The spectacle was not unprecedented. It has become customary in Greece for the May Day strike to be marked by separate demonstrations by different trade unions, federations, and political parties.
This bizarre phenomenon of separate protest marches was more pronounced this year as participants could not even agree on a meeting time and place.
Half of the unions and labour groups held the strike marches on Tuesday and the other half yesterday.
If on this year’s Labour Day march – to which marchers had attached particular importance due to the imminent tabling of the government’s labour bill in parliament – trade unionists and party cadres proved unable to transcend the dysfunctions of the past, then obviously it behoves them to change their modus operandi.
If in the dress rehearsal for what Syriza called “the mother of all battles” – the fight against the labour bill – participants overlooked the need to forge a united front, then we are dealing with a glaringly obvious bid to exploit the commemoration for partisan gain.

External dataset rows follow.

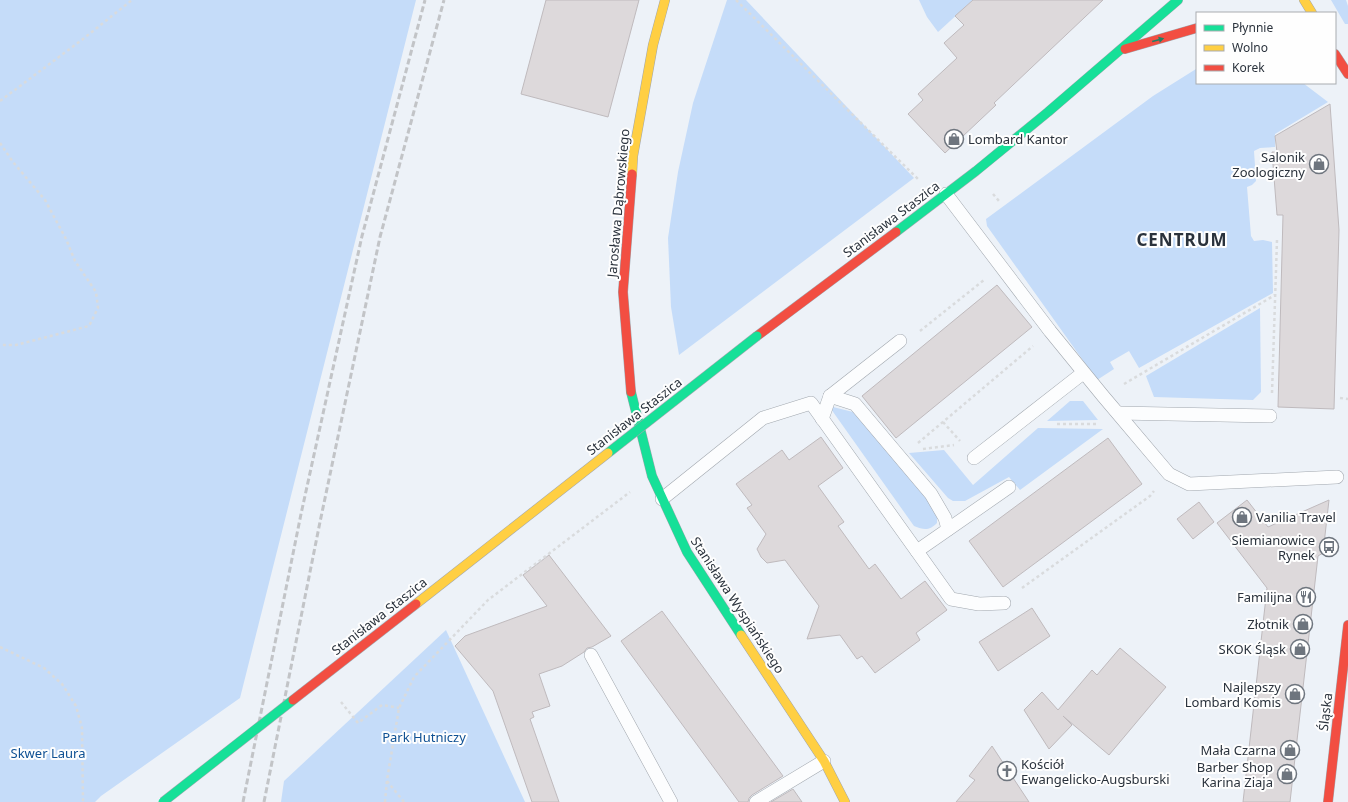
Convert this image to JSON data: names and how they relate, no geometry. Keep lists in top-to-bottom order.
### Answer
{
  "streets": {
    "main road": [
      "Jarosława Dąbrowskiego",
      "Stanisława Staszica",
      "Stanisława Wyspiańskiego",
      "Śląska"
    ]
  },
  "crossings": [
    ["Jarosława Dąbrowskiego", "Stanisława Wyspiańskiego"]
  ],
  "districts": ["CENTRUM"],
  "parks": ["Park Hutniczy", "Skwer Laura"],
  "places": {
    "shop": [
      "Lombard Kantor",
      "Salonik Zoologiczny",
      "Vanilia Travel",
      "Złotnik",
      "SKOK Śląsk",
      "Najlepszy Lombard Komis",
      "Mała Czarna",
      "Barber Shop Karina Ziaja"
    ],
    "bus stop": ["Siemianowice Rynek"],
    "restaurant": ["Familijna"],
    "church": ["Kościół Ewangelicko-Augsburski"]
  },
  "legend": ["Płynnie", "Wolno", "Korek"]
}
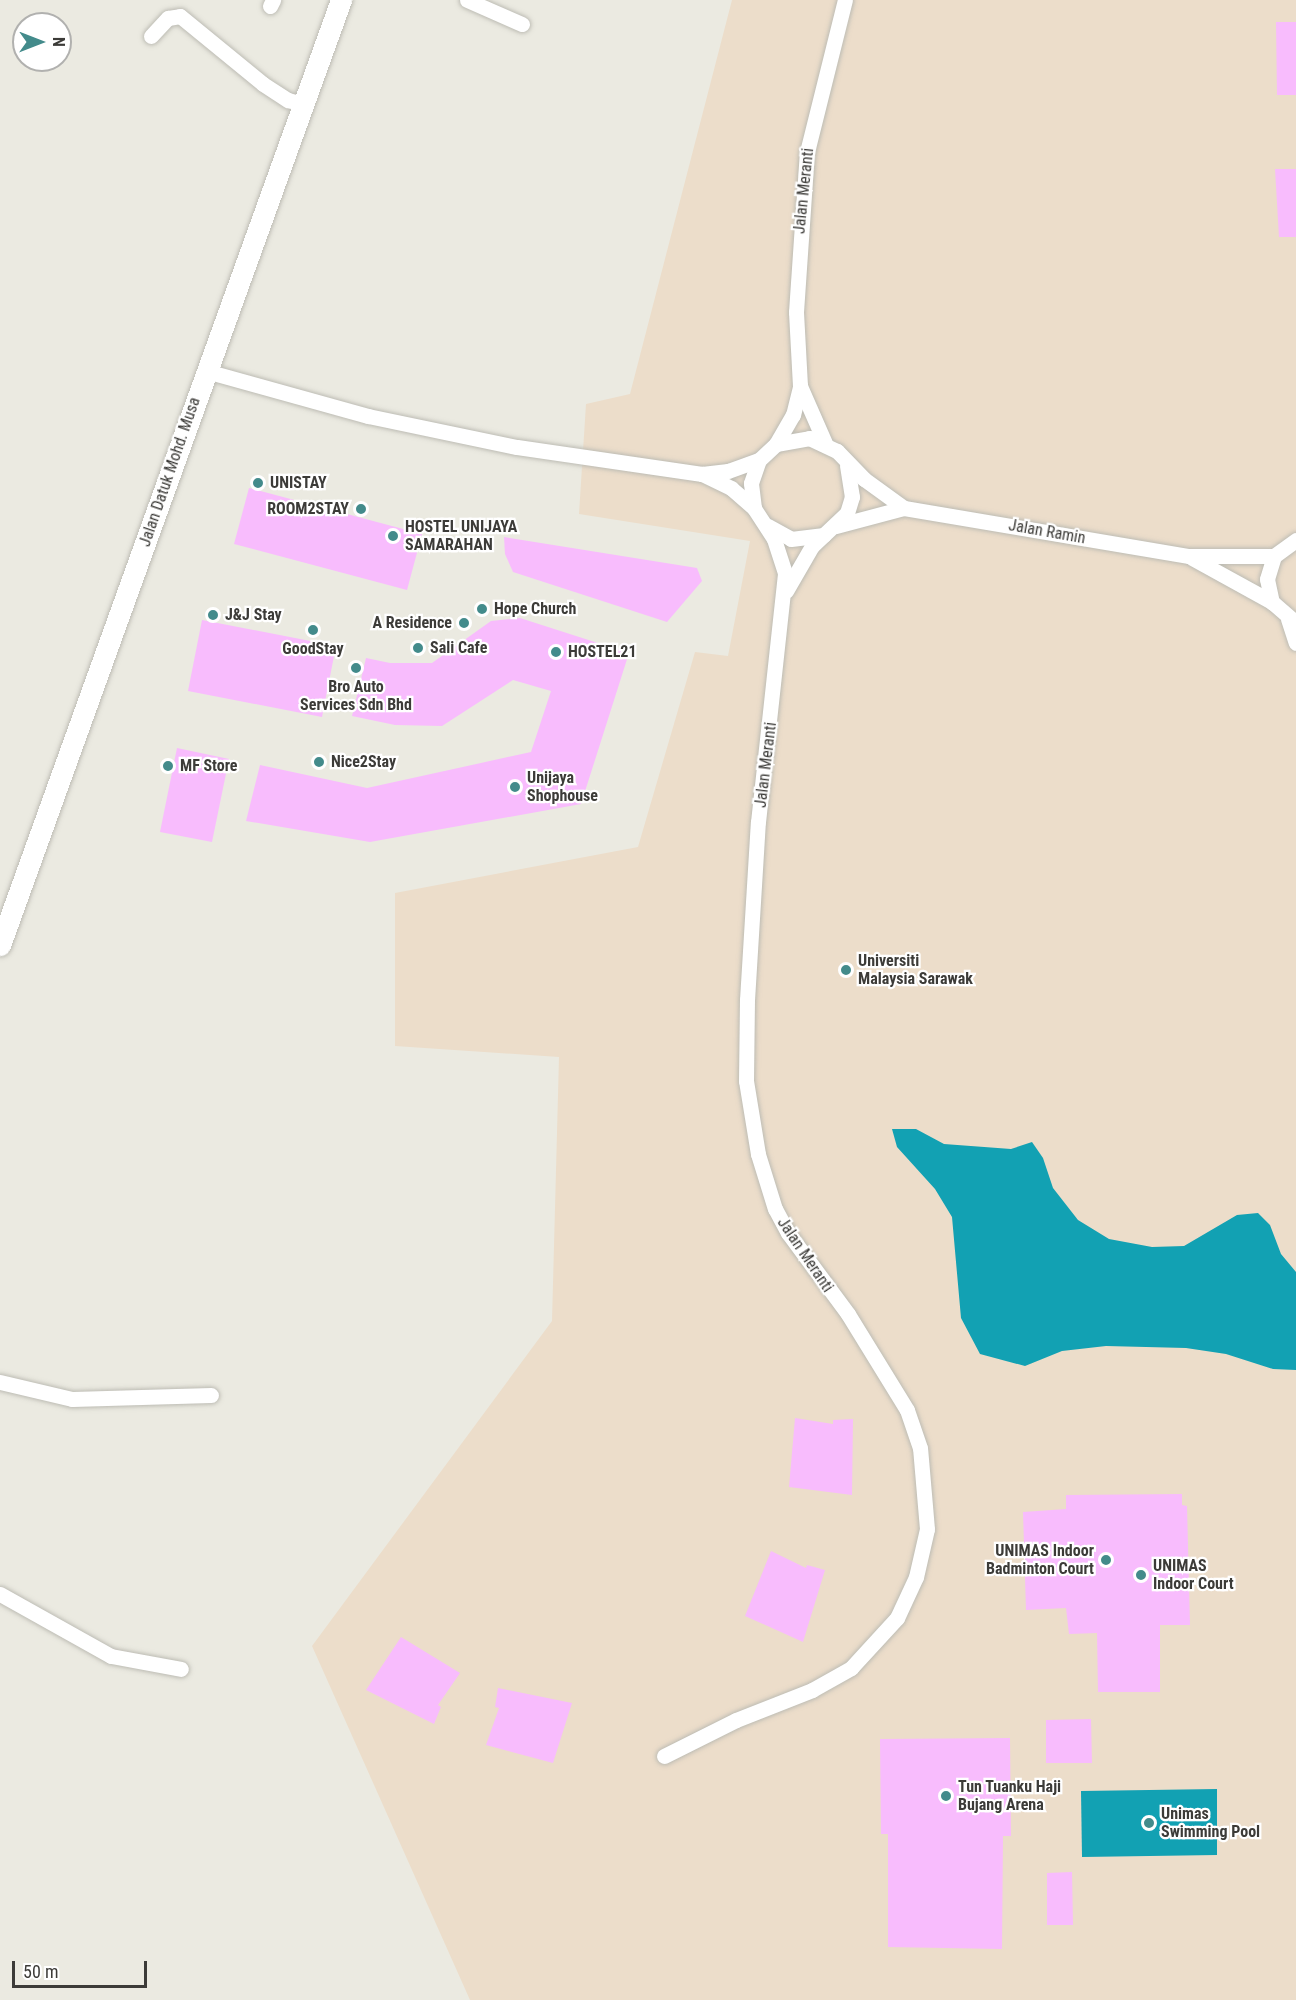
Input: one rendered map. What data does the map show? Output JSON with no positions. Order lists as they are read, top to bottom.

Whoever truly wants to honour those whose rallying cry on 1 May, 1886, in Chicago was “eight hours for work, eight hours for rest, and eight hours for what you will”, and not just to garner votes from an orthodox-left-wing audience, should realise that trade unionist or party-based narcissism must be put aside.
May Day should be honoured with a single march each year.
The greatest power and the main negotiating advantage of workers who managed to win the gains that today’s workers hold as rights was their unity.